* Try it *
Go through the entries below line by line and tally those holding "scale"; write only the tally.

[Collected data]
%%
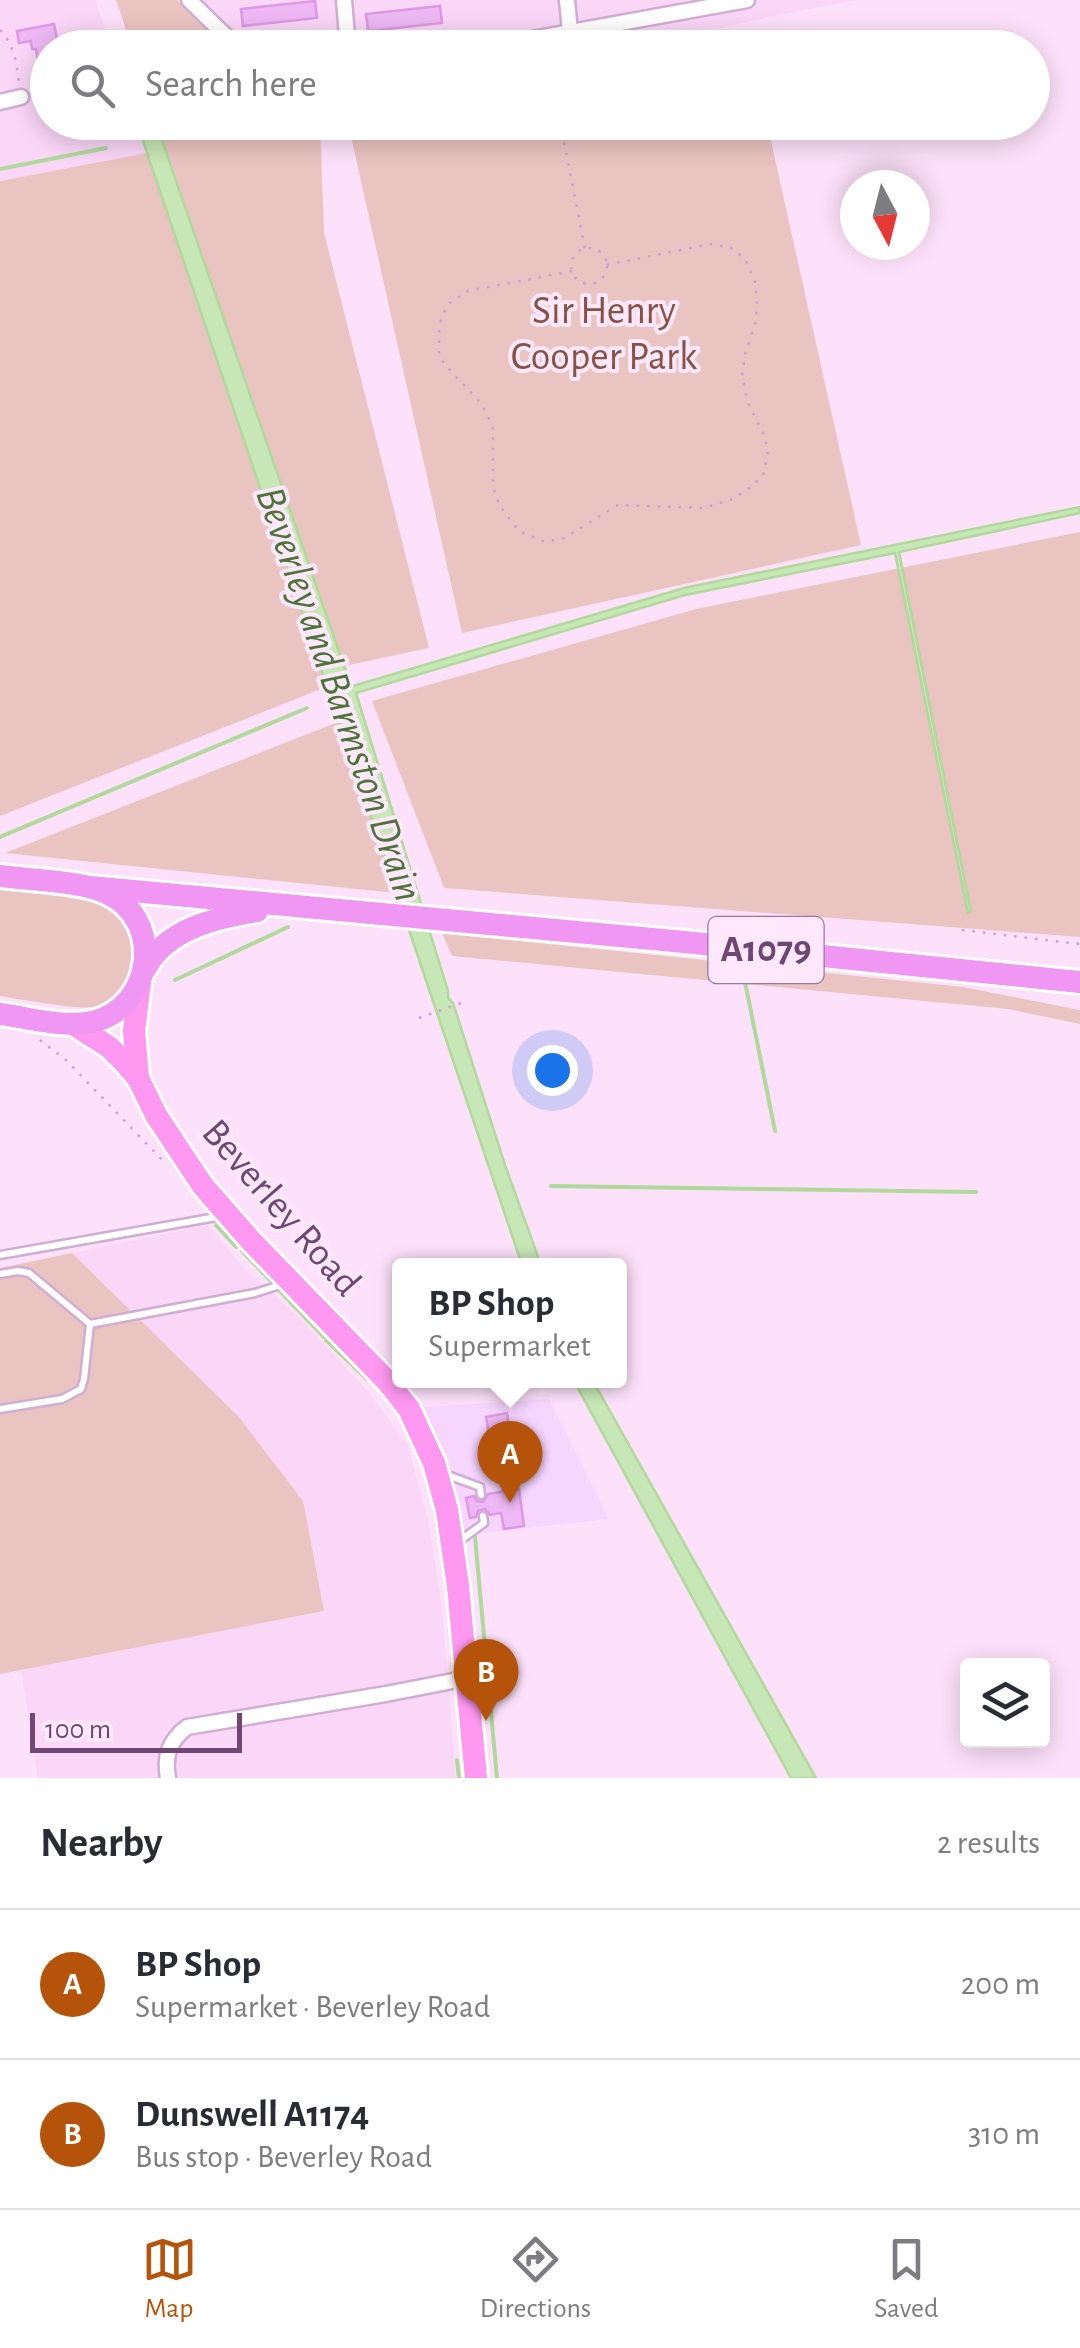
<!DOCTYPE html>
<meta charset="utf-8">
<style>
:root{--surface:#fff;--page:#f7f7f7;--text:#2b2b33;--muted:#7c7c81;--line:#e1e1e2;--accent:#b45309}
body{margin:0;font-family:"Alegreya Sans",sans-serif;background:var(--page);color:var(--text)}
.controls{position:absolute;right:30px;bottom:30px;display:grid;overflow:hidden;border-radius:10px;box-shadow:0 5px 25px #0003}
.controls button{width:90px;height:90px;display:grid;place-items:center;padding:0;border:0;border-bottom:2px solid var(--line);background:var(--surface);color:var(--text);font:50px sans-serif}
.compass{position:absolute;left:840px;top:170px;width:90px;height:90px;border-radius:50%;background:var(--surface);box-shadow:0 5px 25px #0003;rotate:173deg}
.scale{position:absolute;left:30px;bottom:25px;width:212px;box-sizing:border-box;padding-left:10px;border:5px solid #6e4775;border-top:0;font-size:28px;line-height:35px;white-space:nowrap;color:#6e4775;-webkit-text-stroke:8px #ffe8fc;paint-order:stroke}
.you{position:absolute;left:552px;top:1070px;width:35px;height:35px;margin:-25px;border:8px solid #fff;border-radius:50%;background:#1a73e8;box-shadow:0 0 0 15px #1a73e833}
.badge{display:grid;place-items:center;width:65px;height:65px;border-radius:50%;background:var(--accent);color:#fff;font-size:32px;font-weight:700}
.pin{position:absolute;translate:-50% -82px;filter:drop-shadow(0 2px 5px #0008)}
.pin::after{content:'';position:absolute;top:52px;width:35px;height:30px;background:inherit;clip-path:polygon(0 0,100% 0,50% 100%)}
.popup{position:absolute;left:392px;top:1258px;width:235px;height:130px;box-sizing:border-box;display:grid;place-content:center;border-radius:10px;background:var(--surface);filter:drop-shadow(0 2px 8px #0005);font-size:32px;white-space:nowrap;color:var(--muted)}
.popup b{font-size:38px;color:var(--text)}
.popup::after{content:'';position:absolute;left:50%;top:100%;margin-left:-20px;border:20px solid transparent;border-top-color:var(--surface)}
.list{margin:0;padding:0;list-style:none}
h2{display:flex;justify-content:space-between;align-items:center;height:130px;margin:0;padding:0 40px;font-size:42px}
h2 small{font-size:32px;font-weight:400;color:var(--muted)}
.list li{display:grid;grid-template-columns:65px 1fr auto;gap:30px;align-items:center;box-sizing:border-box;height:150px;padding:0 40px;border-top:2px solid var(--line)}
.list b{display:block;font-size:38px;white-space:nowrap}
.list p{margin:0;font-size:32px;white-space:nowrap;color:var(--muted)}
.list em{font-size:32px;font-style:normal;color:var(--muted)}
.icon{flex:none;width:55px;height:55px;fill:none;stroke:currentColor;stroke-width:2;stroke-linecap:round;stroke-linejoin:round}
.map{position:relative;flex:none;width:1080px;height:1778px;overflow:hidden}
.search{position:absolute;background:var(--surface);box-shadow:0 5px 25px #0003;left:30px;right:30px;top:30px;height:110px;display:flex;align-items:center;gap:25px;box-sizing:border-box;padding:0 35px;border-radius:55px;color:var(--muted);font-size:38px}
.sheet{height:430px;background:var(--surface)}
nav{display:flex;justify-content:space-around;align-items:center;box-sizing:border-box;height:140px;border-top:2px solid var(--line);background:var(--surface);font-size:28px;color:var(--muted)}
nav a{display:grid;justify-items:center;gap:5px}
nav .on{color:var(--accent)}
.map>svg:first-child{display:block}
</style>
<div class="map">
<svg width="1080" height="1778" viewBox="0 0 1080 1778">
<rect width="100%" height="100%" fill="#fde1fa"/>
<g fill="#fad6f7">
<polygon points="0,0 95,0 111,47 48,48 48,122 137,123 147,153 0,181"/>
<polygon points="177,0 858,0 778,15 635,48 229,47 213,37"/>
<polygon points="208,1225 245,1269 304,1322 369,1393 408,1445 430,1529 442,1608 456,1778 38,1778 21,1670 324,1611 238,1416 72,1253"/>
</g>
<polygon fill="#f6d5fe" points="549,1399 609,1519 464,1535 457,1500 438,1440 424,1407"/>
<g fill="#eac4c0">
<polygon points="116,0 177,0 213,37 229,47 132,47"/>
<polygon points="156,123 320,123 324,233 429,648 344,666"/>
<polygon points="348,123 767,123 861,545 462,633"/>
<polygon points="147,153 326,687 0,816 0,181"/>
<polygon points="1080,532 1080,937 444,888 372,701 696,609"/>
<polygon points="338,722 396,893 5,853"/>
<path d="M0,890C26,893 78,896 99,905C148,927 147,995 92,1007C77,1010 19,999 0,996Z"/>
<polygon points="442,933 963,987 1080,1010 1080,1024 1008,1009 452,956"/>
<polygon points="72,1253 238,1416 303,1501 324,1611 0,1674 0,1268"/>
</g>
<g fill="#c7e7b6" stroke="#b0d99b" stroke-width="2.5">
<polygon points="137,123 156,123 344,666 353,686 684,588 1080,507 1080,513 899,552 971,912 968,913 895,553 685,595 356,693 448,991 448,998 453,1003 505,1165 541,1265 522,1265"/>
<polygon points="574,1381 593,1381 816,1778 791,1778"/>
</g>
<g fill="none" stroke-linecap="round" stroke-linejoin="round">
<g stroke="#b0d99b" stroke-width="4">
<polyline points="0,169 106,148"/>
<polyline points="0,837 307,708"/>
<polyline points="742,967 775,1131"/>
<polyline points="175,980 288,927"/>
<polyline points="551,1186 976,1192"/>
<polyline points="216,1225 236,1247"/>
<polyline points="242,1251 272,1282"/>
<polyline points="280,1291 324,1337"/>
<polyline points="326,1340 367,1379"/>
<polyline points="475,1537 497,1778"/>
<polyline points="457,1760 459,1778"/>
</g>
</g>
<g fill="#edb8f3" stroke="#dd98e6" stroke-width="2.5">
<polygon points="315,1 317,18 243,26 241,9"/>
<polygon points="440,6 442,23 368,31 366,14"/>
<polygon points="54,24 58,44 48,46 48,82 41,82 36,49 32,49 31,41 19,43 17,31"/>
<polygon points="507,1413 515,1462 494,1465 486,1417"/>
<polygon points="519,1489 524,1526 504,1529 501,1513 490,1515 485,1509 478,1511 476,1517 470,1518 466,1498 474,1496 477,1501 483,1502 488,1494"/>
</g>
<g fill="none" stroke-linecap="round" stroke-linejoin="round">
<g stroke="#d1add3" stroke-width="11">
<g id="service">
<polyline points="0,1255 222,1216"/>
<polyline points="0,1274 18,1271 29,1273 90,1324"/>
<polyline points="90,1324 255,1293 277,1286 282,1282"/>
<polyline points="0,1409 62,1399 81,1389 84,1379 90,1324"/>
<polyline points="442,1473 480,1487 481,1495"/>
<polyline points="458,1542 484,1523 483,1516"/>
</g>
</g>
<g stroke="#d1add3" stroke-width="19">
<g id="minor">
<polyline points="189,0 228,38 248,48"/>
<polyline points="344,0 348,48"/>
<polyline points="567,0 570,31"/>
<polyline points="483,48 747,0"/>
<polyline points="0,102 21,97"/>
<path d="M168,1778C164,1756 169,1741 187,1727L386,1694L468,1678"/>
</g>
</g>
<g stroke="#fff" stroke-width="28">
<g id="primary">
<polyline points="73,1024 109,1047 124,1062 138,1078 156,1115 203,1186 252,1242 387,1381 409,1409 434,1463 447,1510 458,1586 476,1778"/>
<polyline points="138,1078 134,1031 140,983"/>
</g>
</g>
<g stroke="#fff" stroke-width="28">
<g id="trunk">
<path d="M0,876C29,880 82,881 107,893C165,920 154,1008 92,1022C64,1028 29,1018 0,1014"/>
<polyline points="90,887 674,941 1080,982"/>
<path d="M145,969C166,929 215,918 257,911"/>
</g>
</g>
<g stroke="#d19cd8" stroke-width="2.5" stroke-dasharray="2.5 8" stroke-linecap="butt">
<path d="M0,30C14,44 17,64 19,83"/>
<polyline points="560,122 585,249"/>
<circle cx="589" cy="266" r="18"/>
<polyline points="572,271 468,291 447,305 439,326 439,354 444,364 480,402 488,416 493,429 493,486 499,505 519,531 545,542 564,538 618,505 703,508 733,499 751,487 764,473 768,451 764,435 748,403 742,376 745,354 756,321 757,301 755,282 745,259 731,248 711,244 606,265"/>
<polyline points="962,930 1080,944"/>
<polyline points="419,1018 467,1001"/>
<polyline points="40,1040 66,1060 166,1164"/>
</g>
<use href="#service" stroke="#fff" stroke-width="6"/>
<use href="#minor" stroke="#fff" stroke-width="14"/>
<use href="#primary" stroke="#fe98f0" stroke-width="22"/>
<use href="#trunk" stroke="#f097f4" stroke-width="22"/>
</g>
<g text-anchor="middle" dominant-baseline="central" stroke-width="8" stroke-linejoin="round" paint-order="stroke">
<rect fill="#ffe8fc" stroke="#9a779e" stroke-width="2.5" x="708.5" y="917" width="115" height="66" rx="8"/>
<g font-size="38" font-weight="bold" fill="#6e4775">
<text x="766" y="950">A1079</text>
</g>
<g font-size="40" fill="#875244" stroke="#ffe8fc">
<text x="604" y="311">Sir Henry<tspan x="604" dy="46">Cooper Park</tspan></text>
</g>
<g font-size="40" fill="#6e4775" stroke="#ffe8fc">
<text transform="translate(281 1208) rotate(49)">Beverley Road</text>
</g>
<g font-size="42" font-style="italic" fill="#4c7438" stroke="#ffe8fc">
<text transform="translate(339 694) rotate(71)">Beverley and Barmston Drain</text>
</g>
</g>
</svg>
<div class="controls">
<button><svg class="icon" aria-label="layers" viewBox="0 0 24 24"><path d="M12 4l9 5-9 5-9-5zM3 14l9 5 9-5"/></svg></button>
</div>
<svg class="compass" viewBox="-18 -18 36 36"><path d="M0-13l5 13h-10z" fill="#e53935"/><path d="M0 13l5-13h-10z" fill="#7c7c81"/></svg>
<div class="scale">100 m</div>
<div class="you"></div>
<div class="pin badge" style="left:510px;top:1503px">A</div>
<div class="popup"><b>BP Shop</b>Supermarket</div>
<div class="pin badge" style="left:486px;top:1721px">B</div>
<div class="search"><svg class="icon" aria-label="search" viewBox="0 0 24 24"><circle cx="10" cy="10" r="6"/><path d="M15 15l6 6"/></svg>Search here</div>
</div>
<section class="sheet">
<h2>Nearby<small>2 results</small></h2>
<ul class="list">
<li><span class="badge">A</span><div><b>BP Shop</b><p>Supermarket · Beverley Road</p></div><em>200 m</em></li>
<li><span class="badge">B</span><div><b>Dunswell A1174</b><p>Bus stop · Beverley Road</p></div><em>310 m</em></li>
</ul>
</section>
<nav>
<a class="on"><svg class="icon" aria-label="map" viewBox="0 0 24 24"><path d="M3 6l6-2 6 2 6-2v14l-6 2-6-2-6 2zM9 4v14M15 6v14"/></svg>Map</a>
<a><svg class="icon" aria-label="directions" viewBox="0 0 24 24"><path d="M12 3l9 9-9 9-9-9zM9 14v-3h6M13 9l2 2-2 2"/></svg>Directions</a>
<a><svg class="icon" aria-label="saved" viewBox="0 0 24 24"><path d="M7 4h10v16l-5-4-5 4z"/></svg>Saved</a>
</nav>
%%
* Reply to the task *
2